Write out everything in the records exactly, apart from the pictures.

•••

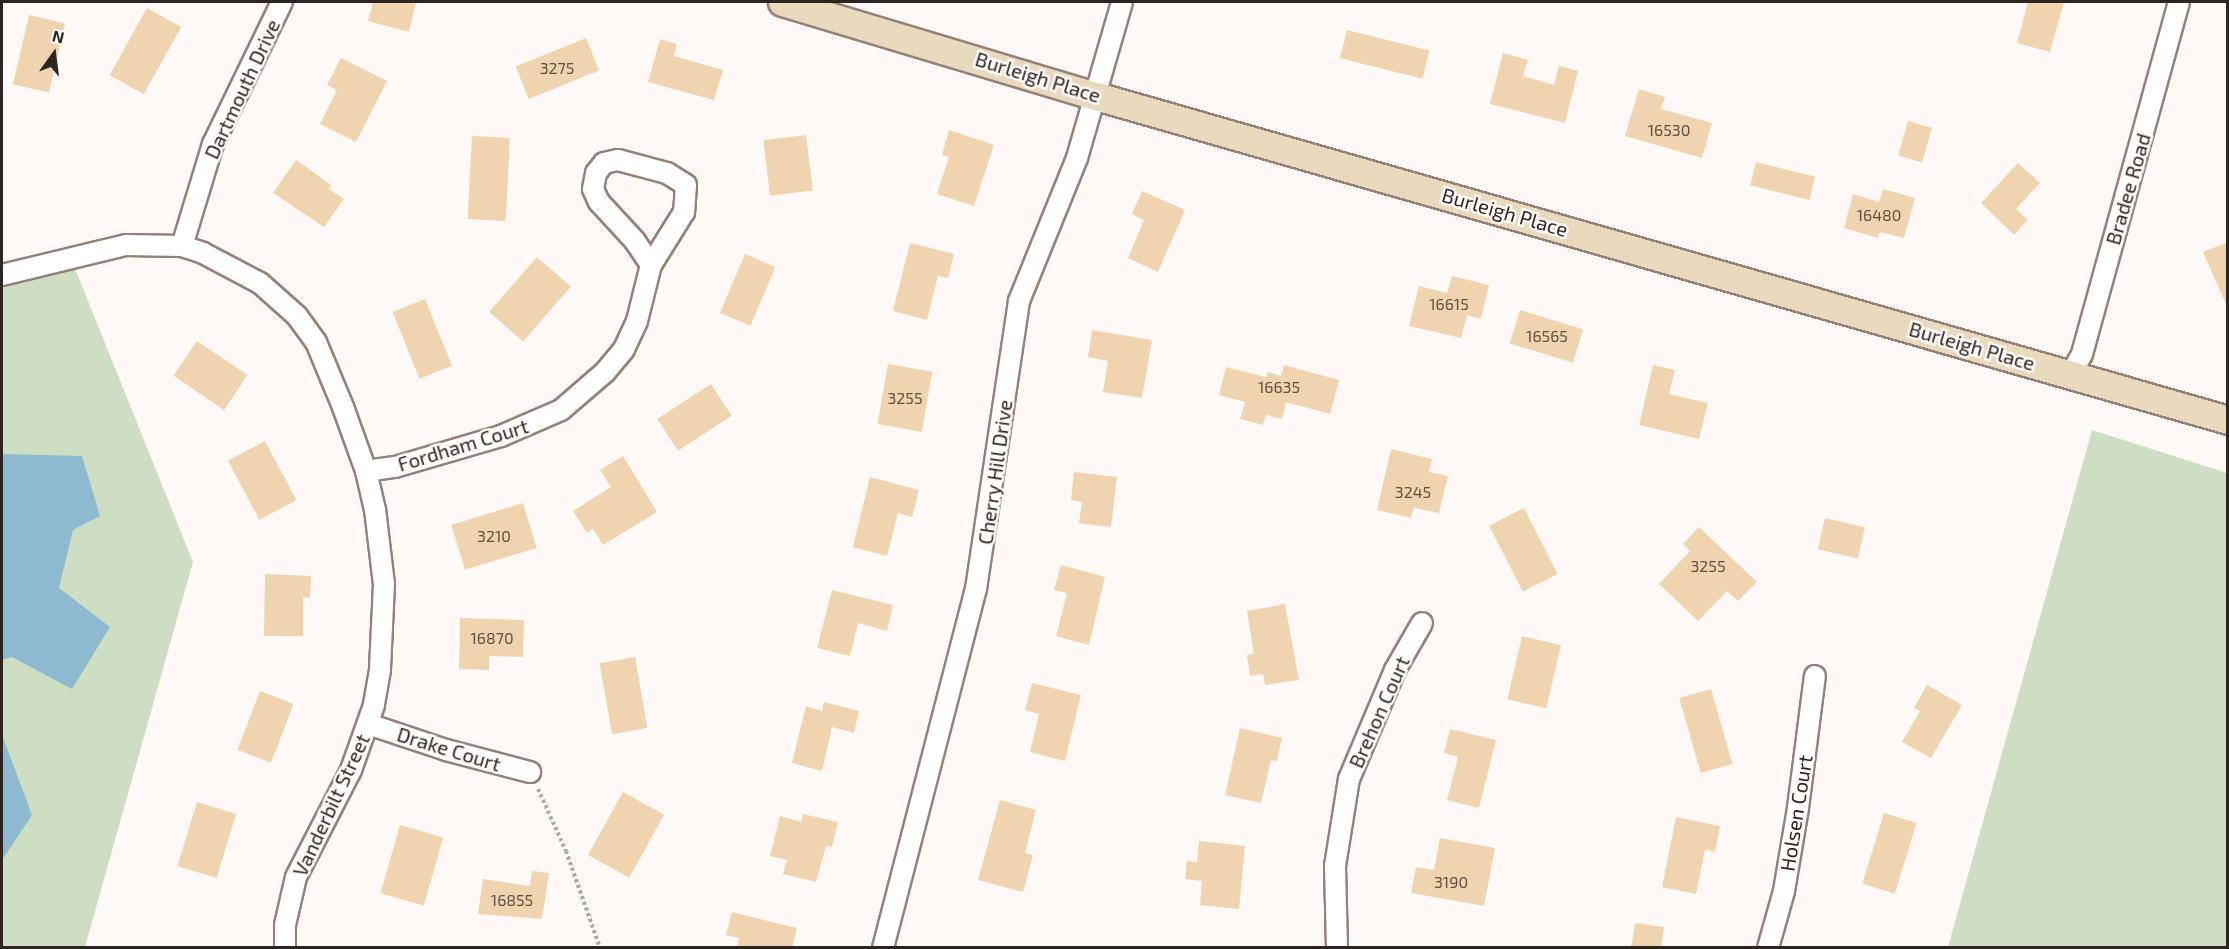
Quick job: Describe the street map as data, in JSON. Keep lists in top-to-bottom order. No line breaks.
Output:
{"streets":{"street":["Burleigh Place","Dartmouth Drive","Bradee Road","Fordham Court","Cherry Hill Drive","Brehon Court","Drake Court","Vanderbilt Street","Holsen Court"]},"crossings":[["Burleigh Place","Bradee Road"],["Burleigh Place","Cherry Hill Drive"],["Dartmouth Drive","Vanderbilt Street"],["Fordham Court","Vanderbilt Street"],["Drake Court","Vanderbilt Street"]],"house_numbers":["3275","16530","16480","16615","16565","16635","3255","3245","3210","3255","16870","3190","16855"],"north":"top"}
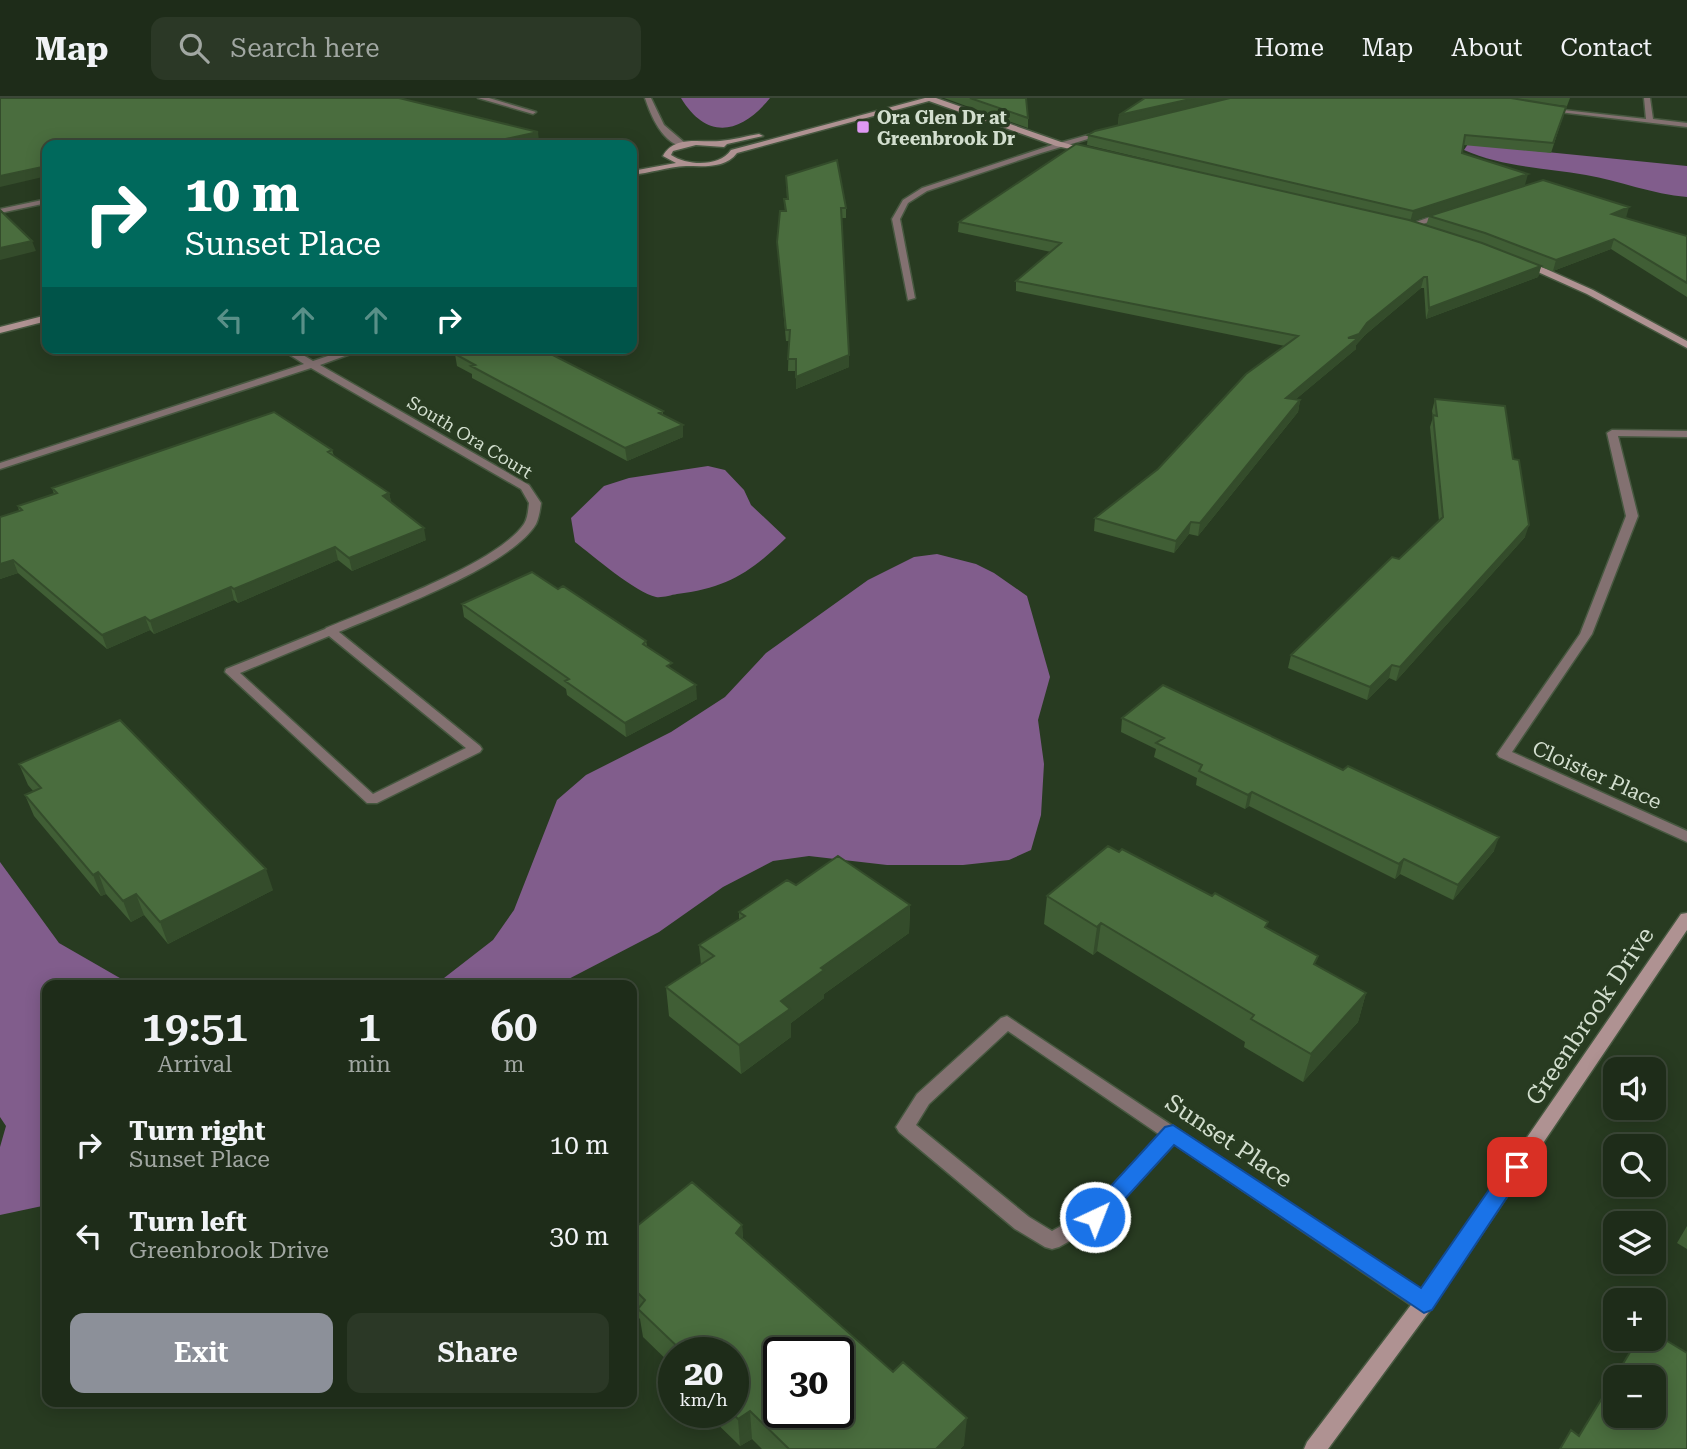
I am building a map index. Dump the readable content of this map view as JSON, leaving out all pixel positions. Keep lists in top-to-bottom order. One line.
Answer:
{"streets":{"street":["South Ora Court","Cloister Place","Greenbrook Drive","Sunset Place"]},"crossings":[["Greenbrook Drive","Sunset Place"]],"places":{"transit":["Ora Glen Dr at Greenbrook Dr"]},"page":{"header":"Map","search":"Search here","nav":["Home","Map","About","Contact"],"turn":["10 m","Sunset Place"],"eta":["19:51","Arrival","1","min","60","m"],"map_buttons":["+","−"],"list":[{"name":"Turn right","note":"Sunset Place","value":"10 m"},{"name":"Turn left","note":"Greenbrook Drive","value":"30 m"}],"buttons":["Exit","Share"],"speed":"20 km/h","limit":"30"}}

•••

◆ ANSWER FOR THIS EXERCISE:
Quick job: Describe the street map as data, in JSON. Keep lists in top-to-bottom order. No line breaks.
Output:
{"streets":{"street":["Burleigh Place","Dartmouth Drive","Bradee Road","Fordham Court","Cherry Hill Drive","Brehon Court","Drake Court","Vanderbilt Street","Holsen Court"]},"crossings":[["Burleigh Place","Bradee Road"],["Burleigh Place","Cherry Hill Drive"],["Dartmouth Drive","Vanderbilt Street"],["Fordham Court","Vanderbilt Street"],["Drake Court","Vanderbilt Street"]],"house_numbers":["3275","16530","16480","16615","16565","16635","3255","3245","3210","3255","16870","3190","16855"],"north":"top"}
I am building a map index. Dump the readable content of this map view as JSON, leaving out all pixel positions. Keep lists in top-to-bottom order. One line.
Answer:
{"streets":{"street":["South Ora Court","Cloister Place","Greenbrook Drive","Sunset Place"]},"crossings":[["Greenbrook Drive","Sunset Place"]],"places":{"transit":["Ora Glen Dr at Greenbrook Dr"]},"page":{"header":"Map","search":"Search here","nav":["Home","Map","About","Contact"],"turn":["10 m","Sunset Place"],"eta":["19:51","Arrival","1","min","60","m"],"map_buttons":["+","−"],"list":[{"name":"Turn right","note":"Sunset Place","value":"10 m"},{"name":"Turn left","note":"Greenbrook Drive","value":"30 m"}],"buttons":["Exit","Share"],"speed":"20 km/h","limit":"30"}}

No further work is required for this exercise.